Consent to Communicate PHI by Email
I expressly permit Fairfield Dental Clinic to communicate my Protected Health Information (PHI) via email to the e-mail address indicated on my patient registration form, patient record , or this form. This permit also applies to any email that the Fairfield Dental Clinic may send to my referring dental/medical provider, if appropriate.
Email Risks and Your Responsiblity
If you agree to permit the Fairfield Dental Clinic to use e-mail to communicate with you, you should be aware of the following risks and/or your responsibilities:
As the internet is not secure or private, unauthorized people may be able to intercept, read, and possibly modify email you send or are sent by Fairfield Dental Clinic.
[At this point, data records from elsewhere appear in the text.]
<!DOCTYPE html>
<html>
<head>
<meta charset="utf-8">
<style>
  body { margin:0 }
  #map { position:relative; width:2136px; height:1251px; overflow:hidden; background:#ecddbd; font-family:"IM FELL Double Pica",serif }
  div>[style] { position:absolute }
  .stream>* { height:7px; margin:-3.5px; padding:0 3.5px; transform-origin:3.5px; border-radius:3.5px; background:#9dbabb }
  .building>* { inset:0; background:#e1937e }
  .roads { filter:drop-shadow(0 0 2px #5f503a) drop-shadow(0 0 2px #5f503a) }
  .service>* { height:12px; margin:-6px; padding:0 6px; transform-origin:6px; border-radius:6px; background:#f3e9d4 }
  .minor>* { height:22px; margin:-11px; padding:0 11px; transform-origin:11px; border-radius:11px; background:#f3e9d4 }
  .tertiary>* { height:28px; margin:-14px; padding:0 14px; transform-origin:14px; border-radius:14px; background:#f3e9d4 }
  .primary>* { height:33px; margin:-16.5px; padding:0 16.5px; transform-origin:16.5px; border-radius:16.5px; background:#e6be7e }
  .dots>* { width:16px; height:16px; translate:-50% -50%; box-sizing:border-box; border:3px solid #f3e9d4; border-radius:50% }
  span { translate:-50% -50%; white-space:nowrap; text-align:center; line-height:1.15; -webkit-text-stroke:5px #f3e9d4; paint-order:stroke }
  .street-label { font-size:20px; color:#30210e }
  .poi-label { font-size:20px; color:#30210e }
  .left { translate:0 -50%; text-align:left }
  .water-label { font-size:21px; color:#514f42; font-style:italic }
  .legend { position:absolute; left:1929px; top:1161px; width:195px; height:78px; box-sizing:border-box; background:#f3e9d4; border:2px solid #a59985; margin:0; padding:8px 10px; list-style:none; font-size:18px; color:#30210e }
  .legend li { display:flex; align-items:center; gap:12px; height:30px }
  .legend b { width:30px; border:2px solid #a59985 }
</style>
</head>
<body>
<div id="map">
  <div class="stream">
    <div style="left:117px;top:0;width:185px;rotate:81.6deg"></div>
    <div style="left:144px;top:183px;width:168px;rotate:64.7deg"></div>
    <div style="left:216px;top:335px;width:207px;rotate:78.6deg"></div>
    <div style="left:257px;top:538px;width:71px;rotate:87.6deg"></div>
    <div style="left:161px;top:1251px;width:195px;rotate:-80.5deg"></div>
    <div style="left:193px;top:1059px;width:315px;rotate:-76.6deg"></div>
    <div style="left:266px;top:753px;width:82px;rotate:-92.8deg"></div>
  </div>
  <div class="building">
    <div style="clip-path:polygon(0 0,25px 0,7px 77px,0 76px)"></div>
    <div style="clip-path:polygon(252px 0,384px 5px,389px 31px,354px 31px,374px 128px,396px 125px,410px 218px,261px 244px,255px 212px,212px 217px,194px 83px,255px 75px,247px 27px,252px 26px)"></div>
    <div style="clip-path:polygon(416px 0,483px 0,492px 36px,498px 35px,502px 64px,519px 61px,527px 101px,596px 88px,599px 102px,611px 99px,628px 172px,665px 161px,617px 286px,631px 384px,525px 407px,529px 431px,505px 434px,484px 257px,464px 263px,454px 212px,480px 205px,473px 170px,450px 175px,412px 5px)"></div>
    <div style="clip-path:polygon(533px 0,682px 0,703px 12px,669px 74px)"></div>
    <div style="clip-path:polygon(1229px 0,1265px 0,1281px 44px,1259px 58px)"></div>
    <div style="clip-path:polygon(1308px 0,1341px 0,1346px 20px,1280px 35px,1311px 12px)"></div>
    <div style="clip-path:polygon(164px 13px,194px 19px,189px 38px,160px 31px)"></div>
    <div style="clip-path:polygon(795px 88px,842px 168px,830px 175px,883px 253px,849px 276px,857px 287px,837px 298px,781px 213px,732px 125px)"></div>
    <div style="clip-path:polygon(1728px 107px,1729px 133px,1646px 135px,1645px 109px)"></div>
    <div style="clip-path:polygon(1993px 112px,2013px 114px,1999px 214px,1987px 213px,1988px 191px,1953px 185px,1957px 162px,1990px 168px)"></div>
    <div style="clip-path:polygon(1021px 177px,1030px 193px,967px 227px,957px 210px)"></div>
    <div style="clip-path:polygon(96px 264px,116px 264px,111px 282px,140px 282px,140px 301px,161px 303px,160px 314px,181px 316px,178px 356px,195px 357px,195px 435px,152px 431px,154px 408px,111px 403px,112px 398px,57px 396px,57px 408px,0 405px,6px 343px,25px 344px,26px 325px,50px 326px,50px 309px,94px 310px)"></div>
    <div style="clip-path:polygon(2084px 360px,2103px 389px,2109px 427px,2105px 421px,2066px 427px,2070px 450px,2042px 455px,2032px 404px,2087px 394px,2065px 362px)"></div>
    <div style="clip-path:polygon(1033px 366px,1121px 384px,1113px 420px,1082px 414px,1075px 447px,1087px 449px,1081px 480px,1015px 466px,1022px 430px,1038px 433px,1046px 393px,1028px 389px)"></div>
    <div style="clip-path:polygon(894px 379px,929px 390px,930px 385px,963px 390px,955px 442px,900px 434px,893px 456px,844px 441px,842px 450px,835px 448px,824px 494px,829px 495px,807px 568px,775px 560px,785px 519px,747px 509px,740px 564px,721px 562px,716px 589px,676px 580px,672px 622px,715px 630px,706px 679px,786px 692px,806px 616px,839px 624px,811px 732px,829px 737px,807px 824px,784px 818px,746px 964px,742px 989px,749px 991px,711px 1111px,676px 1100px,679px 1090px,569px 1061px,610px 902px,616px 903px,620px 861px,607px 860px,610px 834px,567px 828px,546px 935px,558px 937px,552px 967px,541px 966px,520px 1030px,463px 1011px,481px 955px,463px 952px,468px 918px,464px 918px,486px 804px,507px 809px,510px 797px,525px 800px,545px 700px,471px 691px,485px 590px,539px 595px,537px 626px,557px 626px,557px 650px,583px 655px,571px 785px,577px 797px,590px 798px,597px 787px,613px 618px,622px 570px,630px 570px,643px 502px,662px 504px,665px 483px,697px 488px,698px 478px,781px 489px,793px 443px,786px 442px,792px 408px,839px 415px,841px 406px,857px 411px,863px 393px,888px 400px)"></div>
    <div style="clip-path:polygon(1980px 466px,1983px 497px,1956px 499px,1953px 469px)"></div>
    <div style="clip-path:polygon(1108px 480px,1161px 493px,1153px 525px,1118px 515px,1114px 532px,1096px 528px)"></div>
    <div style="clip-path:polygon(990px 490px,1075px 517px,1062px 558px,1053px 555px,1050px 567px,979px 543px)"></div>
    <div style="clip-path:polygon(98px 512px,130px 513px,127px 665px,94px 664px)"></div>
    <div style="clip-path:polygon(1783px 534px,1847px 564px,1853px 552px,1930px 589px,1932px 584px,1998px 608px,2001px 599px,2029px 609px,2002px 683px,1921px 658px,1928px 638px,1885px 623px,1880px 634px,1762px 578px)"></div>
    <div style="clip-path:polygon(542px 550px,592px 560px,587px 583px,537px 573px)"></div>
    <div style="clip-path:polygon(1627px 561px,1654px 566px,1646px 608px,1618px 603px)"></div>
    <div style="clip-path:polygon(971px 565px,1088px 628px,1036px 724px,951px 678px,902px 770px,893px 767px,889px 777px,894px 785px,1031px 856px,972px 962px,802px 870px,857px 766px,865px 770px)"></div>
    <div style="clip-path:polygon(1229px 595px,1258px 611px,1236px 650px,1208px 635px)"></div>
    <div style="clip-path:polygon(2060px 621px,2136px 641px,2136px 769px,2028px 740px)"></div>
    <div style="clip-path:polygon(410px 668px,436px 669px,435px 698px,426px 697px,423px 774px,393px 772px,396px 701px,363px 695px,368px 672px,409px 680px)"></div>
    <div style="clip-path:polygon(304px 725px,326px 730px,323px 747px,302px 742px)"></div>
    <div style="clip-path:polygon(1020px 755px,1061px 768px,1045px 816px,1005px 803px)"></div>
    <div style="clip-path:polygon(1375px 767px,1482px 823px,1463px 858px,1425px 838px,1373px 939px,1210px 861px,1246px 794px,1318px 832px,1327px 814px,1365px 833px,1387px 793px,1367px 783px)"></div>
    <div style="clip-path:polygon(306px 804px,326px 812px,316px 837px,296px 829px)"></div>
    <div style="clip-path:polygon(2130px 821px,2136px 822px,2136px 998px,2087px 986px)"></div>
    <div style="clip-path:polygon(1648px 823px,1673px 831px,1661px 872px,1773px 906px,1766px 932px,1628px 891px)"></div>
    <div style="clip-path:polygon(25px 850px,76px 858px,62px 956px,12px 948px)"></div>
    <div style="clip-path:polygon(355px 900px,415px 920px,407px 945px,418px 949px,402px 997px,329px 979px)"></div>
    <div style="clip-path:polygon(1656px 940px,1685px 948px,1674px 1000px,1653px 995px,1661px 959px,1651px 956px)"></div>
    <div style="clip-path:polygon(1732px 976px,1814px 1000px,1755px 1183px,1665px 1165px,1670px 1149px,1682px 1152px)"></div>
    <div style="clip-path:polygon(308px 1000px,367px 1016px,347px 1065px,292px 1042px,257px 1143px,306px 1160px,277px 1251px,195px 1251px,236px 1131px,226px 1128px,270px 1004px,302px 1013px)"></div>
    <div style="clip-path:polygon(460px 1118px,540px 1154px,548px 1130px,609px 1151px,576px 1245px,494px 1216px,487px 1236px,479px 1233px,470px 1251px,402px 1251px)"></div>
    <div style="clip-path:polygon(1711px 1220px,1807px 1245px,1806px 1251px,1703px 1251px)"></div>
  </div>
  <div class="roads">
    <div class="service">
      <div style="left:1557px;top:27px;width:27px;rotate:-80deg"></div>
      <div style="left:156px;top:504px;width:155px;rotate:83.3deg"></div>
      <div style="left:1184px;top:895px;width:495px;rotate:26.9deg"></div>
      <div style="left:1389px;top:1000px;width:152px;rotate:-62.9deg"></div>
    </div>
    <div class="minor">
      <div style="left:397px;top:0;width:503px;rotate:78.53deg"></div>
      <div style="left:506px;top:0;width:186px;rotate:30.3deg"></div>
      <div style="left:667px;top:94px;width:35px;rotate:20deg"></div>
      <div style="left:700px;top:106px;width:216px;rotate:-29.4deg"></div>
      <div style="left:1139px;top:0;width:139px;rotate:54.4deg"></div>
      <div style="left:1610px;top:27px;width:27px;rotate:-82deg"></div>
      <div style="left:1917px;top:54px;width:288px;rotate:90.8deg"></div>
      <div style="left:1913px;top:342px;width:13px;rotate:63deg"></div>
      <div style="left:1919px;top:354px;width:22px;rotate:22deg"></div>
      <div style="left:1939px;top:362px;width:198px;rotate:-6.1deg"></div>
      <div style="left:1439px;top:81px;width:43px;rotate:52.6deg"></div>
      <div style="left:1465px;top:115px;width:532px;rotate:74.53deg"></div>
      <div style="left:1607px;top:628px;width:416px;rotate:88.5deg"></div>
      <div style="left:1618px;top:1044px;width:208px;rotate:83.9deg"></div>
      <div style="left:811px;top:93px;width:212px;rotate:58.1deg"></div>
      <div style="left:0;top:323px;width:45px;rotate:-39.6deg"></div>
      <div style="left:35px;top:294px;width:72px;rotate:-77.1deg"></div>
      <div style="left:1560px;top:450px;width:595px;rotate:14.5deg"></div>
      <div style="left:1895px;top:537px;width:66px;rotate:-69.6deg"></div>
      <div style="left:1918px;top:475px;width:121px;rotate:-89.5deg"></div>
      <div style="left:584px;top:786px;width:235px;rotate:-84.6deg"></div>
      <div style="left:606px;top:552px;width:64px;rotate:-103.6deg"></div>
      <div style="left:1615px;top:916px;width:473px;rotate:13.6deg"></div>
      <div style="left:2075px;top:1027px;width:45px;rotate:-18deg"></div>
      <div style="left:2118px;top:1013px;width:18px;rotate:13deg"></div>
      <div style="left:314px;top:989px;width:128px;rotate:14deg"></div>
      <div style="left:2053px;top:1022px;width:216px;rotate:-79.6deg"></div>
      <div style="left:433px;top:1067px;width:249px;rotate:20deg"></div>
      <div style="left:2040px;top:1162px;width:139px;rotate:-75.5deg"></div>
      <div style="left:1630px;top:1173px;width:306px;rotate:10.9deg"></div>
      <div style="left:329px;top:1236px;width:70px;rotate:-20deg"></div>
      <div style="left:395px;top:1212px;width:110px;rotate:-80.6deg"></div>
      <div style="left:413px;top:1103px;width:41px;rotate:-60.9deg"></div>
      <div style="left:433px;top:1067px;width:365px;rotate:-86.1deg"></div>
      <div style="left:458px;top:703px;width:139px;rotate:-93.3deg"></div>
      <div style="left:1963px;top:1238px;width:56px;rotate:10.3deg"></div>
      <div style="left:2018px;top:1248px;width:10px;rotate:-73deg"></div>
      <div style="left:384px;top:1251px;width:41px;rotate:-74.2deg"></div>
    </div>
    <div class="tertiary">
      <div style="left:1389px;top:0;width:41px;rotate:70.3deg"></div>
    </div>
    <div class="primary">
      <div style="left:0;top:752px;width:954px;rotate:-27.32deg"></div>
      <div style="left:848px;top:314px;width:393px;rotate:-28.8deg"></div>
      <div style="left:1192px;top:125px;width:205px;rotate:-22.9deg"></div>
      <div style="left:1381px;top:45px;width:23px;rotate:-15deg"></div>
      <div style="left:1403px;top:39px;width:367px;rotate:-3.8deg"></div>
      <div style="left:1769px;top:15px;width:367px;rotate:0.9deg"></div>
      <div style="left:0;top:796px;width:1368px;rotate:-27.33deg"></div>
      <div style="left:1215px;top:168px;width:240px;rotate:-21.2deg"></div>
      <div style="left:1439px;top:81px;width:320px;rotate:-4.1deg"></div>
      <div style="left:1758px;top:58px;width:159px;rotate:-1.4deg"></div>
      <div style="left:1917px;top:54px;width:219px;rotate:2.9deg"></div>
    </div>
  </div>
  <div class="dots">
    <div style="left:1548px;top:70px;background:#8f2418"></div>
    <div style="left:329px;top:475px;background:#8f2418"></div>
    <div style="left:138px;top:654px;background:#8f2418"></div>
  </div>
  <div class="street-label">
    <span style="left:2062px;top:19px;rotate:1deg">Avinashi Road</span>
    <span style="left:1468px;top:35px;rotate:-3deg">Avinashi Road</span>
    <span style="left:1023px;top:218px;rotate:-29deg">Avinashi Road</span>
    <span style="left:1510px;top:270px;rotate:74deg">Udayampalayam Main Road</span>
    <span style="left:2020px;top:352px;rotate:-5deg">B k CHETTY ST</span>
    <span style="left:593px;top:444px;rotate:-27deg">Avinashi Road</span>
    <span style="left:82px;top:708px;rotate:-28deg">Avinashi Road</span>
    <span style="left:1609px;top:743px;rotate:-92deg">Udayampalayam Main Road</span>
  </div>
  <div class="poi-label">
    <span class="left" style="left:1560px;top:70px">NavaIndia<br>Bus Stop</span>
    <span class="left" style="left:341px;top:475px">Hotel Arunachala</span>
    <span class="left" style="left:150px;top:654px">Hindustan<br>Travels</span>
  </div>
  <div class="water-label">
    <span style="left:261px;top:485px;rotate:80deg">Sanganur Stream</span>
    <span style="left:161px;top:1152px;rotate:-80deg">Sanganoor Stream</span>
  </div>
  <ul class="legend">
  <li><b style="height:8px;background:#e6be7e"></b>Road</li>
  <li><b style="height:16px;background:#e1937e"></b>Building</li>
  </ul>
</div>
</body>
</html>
You must protect your e-mail account, password and computer against access by unauthorized people.
Since e-mails can be copied, printed, and forwarded by people to who you send e-mails, you should be careful regarding who you send e-mails
Conditions for the use of e-mail
By Consenting to use of e-mail with Fairfield Dental Clinic, you agree that:
The Fairfield Dental Clinic may forward e-mails as appropriate for diagnosis, treatment, reimbursement, and other related reasons. Fairfield Dental Clinic employees, dental staff and agents, other than the recipient, may have access to e-mails that you send. Such access will only be to persons who have a right to access your e-mail to provide services to you.
Fairfield Dental Clinic will not forward e-mails to independent third parties without you prior written consent, except as authorized or required by law.
You should not use e-mail to communicate with Fairfield Dental Clinic if there is an emergency or where you require an answer in a short period of time.
If you e-mail requires or asks for a response, and you have not received a response within a reasonable time period, it is your responsibility to follow up directly with Fairfield Dental Clinic.
You should carefully consider the use of e-mail for communication of sensitive medical information, such as, but not limited to, information regarding sexually transmitted diseases, AIDS/HIV, mental health, developmental disability, or substance abuse.
Fairfield Dental Clinic reserves the right to save your e-mail and include your e-mail or information contained within your e-mail in your dental record
Instructions
You should immediately inform Fairfield Dental Clinic if you change your e-mail address
If you wish to withdraw your consent to communicate by e-mail, you must send an e-mail to Fairfield Dental Clinic stating such
Acknowledgement and Agreement
Fairfield Dental Clinic will use reasonable means to protect the privacy of the patient's health information. However, because of the risks outline above, Fairfield Dental Clinic cannot guarantee that e-mail will be confidential. Additionally, Faifield Dental Clinic will not be liable for improper disclosure of your health information that is not caused by Fairfield Dental Clinic's intentional misconduct.
By signing below, I acknowledge that I have read and fully understand this consent form. I understand the risks associated with the communications of e-mail between Fairfield Dental Clinic and me, and consent to the conditions outlined herein, as well as any other instructions that Fairfield Dental Clinic may impose to communicate with me by e-mail. Any questions i may have had wer answered. I understand that this consent is valid until such time as I revoke the consent as outlined above, except to the extent that a person who is to make a communication has already acted in reliance upon this authorization.